Building on Brownmark, this case is good news from a defendant's perspective since plaintiffs are less likely to force them into lengthy litigation or settlement. Also, the repeated facts about the commercial and promotional failure of Cariou's work leave the door open for strong factual distinctions in future cases. The big takeaways are that a new work doesn't have to comment on the original to be considered a fair use and the reasonable observer test stands, though lower courts are invited to invoke it earlier in litigation. While the case offers a bit of clarification for lawyers, the effect on artists remains less clear as usual. As you might have guessed, James Brown Disco Ball is a fair use (along with twenty four others, mostly similar collages from what I've seen) and Graduation is one of the five on its way back to the District Court. Until next time..

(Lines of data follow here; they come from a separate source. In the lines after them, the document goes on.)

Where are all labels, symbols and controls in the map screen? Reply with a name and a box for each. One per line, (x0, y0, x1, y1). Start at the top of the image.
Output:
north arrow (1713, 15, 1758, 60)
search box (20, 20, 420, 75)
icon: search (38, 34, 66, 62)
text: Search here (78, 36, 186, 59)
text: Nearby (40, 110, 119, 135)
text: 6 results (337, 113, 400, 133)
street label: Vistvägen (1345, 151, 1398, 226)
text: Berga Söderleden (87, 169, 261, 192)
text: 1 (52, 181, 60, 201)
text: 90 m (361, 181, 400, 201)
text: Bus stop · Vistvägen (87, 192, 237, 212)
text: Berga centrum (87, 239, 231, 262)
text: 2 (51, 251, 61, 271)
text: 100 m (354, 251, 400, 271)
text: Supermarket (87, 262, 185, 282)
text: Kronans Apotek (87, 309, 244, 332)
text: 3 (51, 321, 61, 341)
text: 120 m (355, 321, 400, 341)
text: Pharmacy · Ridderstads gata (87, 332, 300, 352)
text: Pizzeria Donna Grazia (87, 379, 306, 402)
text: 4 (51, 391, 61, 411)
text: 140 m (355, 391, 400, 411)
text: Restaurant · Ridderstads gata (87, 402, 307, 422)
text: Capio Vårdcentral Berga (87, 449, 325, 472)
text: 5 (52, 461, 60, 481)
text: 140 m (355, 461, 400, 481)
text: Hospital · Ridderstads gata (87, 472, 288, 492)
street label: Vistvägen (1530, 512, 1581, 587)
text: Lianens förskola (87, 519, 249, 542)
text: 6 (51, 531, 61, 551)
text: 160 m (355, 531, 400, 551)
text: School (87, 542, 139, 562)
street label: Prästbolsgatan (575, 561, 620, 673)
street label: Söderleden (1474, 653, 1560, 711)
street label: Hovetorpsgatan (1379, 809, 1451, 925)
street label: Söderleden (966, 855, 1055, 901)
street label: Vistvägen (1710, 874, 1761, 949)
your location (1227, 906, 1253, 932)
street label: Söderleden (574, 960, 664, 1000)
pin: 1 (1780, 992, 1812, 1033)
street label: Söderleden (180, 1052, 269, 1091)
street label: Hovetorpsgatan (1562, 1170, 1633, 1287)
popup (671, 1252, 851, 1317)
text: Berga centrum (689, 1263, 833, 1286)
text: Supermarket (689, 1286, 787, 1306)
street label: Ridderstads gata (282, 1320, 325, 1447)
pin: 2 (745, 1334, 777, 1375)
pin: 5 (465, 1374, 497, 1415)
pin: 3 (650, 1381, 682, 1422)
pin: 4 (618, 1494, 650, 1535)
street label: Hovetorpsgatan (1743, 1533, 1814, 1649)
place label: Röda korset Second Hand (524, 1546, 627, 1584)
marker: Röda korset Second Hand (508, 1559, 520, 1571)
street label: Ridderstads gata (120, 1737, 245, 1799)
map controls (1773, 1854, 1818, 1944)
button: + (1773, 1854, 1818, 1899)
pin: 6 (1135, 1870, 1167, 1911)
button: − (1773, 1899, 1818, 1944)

* The factors come from 17 U.S.C. §107, which reads:

Notwithstanding the provisions of sections 106 and 106A, the fair use of a copyrighted work, including such use by reproduction in copies or phonorecords or by any other means specified by that section, for purposes such as criticism, comment, news reporting, teaching (including multiple copies for classroom use), scholarship, or research, is not an infringement of copyright. In determining whether the use made of a work in any particular case is a fair use the factors to be considered shall include—

(1) the purpose and character of the use, including whether such use is of a commercial nature or is for nonprofit educational purposes;

(2) the nature of the copyrighted work;

(3) the amount and substantiality of the portion used in relation to the copyrighted work as a whole; and

(4) the effect of the use upon the potential market for or value of the copyrighted work.

The fact that a work is unpublished shall not itself bar a finding of fair use if such finding is made upon consideration of all the above factors. 
**Sitting by designation from the Ninth Circuit, interestingly.